● **Task to carry out**
Search the data for the string "rule" and copy each line where it turns up.
(Data to examine begins)
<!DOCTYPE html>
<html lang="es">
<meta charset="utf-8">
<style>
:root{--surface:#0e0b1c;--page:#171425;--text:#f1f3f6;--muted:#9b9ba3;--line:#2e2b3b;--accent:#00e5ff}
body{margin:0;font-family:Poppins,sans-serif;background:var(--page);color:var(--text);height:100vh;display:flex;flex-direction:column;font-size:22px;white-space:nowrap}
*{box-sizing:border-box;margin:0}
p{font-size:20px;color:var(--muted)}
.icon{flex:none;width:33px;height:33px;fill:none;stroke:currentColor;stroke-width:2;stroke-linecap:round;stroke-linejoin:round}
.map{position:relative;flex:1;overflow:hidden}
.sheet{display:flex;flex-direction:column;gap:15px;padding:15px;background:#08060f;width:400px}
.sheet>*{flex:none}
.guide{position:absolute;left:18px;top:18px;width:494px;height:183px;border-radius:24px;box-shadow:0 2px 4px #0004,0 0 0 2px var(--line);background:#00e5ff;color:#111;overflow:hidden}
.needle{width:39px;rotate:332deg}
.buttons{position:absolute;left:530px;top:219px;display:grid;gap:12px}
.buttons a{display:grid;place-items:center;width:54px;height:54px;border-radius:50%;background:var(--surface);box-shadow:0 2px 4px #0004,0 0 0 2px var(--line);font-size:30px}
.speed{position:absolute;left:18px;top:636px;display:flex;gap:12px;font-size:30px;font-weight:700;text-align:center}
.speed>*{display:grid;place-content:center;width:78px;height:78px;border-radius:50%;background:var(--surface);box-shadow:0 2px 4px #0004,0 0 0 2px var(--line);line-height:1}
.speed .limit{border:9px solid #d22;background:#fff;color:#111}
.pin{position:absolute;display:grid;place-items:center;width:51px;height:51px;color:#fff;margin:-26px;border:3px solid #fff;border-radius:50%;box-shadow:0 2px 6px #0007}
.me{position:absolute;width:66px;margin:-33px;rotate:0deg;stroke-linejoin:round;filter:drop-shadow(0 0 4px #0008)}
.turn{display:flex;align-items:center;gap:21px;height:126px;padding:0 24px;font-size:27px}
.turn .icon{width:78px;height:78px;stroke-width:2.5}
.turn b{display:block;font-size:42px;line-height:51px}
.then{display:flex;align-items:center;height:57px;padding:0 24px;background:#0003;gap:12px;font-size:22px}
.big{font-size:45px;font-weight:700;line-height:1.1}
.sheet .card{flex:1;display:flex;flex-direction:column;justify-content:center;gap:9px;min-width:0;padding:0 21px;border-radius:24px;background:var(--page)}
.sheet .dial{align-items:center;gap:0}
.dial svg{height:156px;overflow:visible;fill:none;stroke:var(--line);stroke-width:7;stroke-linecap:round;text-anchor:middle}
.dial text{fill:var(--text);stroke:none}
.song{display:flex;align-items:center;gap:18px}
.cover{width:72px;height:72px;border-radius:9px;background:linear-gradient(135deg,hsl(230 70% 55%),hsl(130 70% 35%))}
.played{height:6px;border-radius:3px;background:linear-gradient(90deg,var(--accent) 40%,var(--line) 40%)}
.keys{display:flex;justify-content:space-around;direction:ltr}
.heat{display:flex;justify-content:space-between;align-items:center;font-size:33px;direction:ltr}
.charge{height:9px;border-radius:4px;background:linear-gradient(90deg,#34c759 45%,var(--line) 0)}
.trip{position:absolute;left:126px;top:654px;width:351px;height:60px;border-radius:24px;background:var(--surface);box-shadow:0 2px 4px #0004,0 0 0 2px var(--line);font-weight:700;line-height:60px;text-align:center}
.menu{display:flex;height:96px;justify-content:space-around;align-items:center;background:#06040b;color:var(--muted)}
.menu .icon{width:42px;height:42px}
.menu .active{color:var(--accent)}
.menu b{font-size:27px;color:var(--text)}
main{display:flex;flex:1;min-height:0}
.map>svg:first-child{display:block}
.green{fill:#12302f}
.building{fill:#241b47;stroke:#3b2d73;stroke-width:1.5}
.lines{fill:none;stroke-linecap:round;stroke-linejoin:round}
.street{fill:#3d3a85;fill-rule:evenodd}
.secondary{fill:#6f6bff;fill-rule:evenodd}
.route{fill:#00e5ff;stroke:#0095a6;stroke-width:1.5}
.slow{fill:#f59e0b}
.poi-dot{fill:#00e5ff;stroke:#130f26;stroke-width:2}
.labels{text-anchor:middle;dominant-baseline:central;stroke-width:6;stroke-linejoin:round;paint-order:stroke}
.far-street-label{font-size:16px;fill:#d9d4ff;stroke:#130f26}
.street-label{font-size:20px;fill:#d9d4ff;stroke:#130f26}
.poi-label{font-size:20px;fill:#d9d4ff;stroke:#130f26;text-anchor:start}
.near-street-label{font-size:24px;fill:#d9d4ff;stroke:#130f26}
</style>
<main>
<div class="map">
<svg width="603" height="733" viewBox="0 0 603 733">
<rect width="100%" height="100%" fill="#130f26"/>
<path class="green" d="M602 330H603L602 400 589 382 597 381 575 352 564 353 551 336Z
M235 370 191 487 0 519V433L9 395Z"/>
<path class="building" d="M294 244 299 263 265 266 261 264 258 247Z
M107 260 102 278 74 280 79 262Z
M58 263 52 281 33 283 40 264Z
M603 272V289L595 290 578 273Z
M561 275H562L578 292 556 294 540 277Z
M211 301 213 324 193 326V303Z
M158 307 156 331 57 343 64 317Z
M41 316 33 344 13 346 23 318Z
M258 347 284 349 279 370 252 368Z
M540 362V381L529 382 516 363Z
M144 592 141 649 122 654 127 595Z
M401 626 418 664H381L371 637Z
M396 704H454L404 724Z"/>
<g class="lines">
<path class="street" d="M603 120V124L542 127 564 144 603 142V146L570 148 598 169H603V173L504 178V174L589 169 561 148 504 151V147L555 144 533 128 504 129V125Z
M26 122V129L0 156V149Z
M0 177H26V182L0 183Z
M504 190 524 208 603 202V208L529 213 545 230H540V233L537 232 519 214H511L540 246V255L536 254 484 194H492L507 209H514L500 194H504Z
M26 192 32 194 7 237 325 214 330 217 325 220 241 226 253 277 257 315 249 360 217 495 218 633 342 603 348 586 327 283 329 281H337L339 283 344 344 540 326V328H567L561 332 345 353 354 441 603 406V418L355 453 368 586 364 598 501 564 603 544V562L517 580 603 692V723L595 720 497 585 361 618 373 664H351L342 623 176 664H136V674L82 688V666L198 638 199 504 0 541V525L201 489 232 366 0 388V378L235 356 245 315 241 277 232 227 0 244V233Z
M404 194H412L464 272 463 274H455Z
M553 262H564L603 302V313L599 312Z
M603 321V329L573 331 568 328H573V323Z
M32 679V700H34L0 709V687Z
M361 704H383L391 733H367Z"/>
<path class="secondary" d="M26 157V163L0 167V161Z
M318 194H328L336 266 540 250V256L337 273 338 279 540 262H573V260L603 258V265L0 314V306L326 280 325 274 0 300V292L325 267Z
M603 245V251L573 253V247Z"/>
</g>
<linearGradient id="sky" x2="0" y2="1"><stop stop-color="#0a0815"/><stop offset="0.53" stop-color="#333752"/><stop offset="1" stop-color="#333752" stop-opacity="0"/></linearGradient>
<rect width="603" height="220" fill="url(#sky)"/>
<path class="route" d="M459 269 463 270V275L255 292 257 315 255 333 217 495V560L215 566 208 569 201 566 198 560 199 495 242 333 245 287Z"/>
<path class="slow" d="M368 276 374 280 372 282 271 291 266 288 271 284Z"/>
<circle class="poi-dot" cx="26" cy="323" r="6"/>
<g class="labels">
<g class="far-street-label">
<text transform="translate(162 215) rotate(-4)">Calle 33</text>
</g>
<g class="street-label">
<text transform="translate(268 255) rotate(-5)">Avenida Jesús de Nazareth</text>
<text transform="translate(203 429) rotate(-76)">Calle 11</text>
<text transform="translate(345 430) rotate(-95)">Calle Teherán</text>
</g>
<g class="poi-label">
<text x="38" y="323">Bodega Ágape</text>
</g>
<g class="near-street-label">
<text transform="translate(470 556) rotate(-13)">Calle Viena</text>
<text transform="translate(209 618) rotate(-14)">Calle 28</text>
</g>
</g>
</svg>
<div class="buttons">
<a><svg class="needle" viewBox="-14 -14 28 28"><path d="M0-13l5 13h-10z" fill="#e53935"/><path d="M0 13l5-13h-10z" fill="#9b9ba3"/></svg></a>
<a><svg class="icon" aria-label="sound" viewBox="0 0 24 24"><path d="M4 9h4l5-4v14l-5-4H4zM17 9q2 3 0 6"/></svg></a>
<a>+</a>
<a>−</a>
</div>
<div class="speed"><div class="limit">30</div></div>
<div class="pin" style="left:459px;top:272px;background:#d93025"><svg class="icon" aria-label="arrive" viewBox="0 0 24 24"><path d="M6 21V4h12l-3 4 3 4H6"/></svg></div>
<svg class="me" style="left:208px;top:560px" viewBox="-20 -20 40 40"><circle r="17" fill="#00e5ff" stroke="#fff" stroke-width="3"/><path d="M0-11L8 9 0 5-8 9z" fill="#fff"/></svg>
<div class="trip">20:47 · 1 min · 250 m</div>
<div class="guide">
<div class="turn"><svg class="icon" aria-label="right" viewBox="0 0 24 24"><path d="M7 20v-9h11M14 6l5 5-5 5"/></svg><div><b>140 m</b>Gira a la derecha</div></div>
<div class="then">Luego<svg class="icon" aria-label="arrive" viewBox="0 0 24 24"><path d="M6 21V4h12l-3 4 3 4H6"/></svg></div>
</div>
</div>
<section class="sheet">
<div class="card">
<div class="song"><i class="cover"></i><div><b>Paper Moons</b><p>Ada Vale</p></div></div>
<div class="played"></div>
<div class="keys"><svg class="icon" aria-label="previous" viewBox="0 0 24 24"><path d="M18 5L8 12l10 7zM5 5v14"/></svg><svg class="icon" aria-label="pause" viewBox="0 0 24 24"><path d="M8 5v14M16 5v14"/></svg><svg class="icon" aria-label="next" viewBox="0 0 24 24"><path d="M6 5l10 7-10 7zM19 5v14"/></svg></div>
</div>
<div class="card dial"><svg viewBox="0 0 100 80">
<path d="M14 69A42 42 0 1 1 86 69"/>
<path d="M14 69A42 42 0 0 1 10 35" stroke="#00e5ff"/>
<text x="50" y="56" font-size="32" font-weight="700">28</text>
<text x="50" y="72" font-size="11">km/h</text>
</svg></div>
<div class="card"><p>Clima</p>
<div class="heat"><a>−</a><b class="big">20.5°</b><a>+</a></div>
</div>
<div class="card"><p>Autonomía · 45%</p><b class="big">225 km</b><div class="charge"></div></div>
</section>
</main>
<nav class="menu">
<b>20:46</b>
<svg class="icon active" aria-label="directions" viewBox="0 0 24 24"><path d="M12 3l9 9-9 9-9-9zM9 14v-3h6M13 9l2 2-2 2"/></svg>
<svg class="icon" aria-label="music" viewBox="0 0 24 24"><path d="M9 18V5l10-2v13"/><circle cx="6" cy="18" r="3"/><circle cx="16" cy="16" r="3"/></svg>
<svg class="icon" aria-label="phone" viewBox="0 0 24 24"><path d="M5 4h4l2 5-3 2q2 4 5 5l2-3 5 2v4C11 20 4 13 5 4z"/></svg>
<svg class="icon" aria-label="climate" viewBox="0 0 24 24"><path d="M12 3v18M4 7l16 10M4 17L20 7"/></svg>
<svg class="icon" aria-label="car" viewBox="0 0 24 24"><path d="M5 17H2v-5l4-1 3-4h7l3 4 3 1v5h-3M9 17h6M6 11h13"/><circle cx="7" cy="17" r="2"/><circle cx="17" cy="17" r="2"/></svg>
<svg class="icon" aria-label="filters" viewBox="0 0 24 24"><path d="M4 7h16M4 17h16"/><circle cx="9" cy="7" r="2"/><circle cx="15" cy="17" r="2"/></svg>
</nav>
(Data to examine ends)
● **Response for this exercise**
.street{fill:#3d3a85;fill-rule:evenodd}
.secondary{fill:#6f6bff;fill-rule:evenodd}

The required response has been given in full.